Bombay Potatoes are a tasty accompaniment to a curry and very easy to make. Best enjoyed fresh, they don’t reheat very well.
400g potatoes (peeled)
4 tablespoons sunflower oil
1/2 teaspoon mustard seeds
1/4 teaspoon turmeric powder
1/4 teaspoon chilli powder
3cm fresh ginger, grated or chopped very fine
Salt and pepper to taste
1. Cut the potatoes into quarters and lightly boil for 18 to 20 minutes until cooked but still firm.
2. Drain and cut into large bite-sized chunks.
3. Heat the oil in a frying pan to a medium heat and throw a couple of the mustard seeds into the oil – if it is hot enough they will pop.
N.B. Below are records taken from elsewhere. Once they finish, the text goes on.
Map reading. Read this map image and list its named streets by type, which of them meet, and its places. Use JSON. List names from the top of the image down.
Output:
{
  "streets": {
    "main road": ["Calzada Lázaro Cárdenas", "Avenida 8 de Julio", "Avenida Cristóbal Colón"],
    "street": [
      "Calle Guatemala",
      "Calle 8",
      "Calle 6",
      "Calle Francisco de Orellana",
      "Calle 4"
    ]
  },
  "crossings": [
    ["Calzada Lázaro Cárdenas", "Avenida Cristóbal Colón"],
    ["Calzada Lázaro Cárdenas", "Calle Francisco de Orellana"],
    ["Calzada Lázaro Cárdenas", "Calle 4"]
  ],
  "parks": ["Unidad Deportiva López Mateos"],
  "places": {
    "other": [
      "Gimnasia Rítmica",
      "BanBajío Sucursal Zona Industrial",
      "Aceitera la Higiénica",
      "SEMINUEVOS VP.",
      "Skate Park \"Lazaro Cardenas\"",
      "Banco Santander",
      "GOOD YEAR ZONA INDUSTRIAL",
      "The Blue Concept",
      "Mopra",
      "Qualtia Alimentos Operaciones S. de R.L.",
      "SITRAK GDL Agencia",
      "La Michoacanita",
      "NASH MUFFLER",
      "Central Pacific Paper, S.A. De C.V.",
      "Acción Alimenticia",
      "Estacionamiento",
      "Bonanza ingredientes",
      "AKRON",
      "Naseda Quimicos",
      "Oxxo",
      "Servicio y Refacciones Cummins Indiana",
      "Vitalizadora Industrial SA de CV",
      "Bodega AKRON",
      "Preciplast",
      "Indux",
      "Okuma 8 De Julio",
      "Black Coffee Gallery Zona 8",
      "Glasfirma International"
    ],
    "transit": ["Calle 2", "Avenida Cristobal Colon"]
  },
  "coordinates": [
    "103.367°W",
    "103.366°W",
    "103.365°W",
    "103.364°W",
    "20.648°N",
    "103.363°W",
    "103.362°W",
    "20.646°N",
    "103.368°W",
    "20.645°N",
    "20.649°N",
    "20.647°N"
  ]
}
Have a pan lid to the ready in case they start popping out and throw in the remaining mustard seeds.
4. Add the chilli powder, turmeric and ginger and fry stirring constantly for 1 minute.
5. Gently add the potatoes being careful not to break them. Let them cook for two minutes without turning.
6. Turn the potatoes and cook for another two minutes and spoon the oil over the potatoes while they are cooking so that they are thoroughly covered.
7. Repeat until golden brown then remove from the oil and allow to drain on a power towel.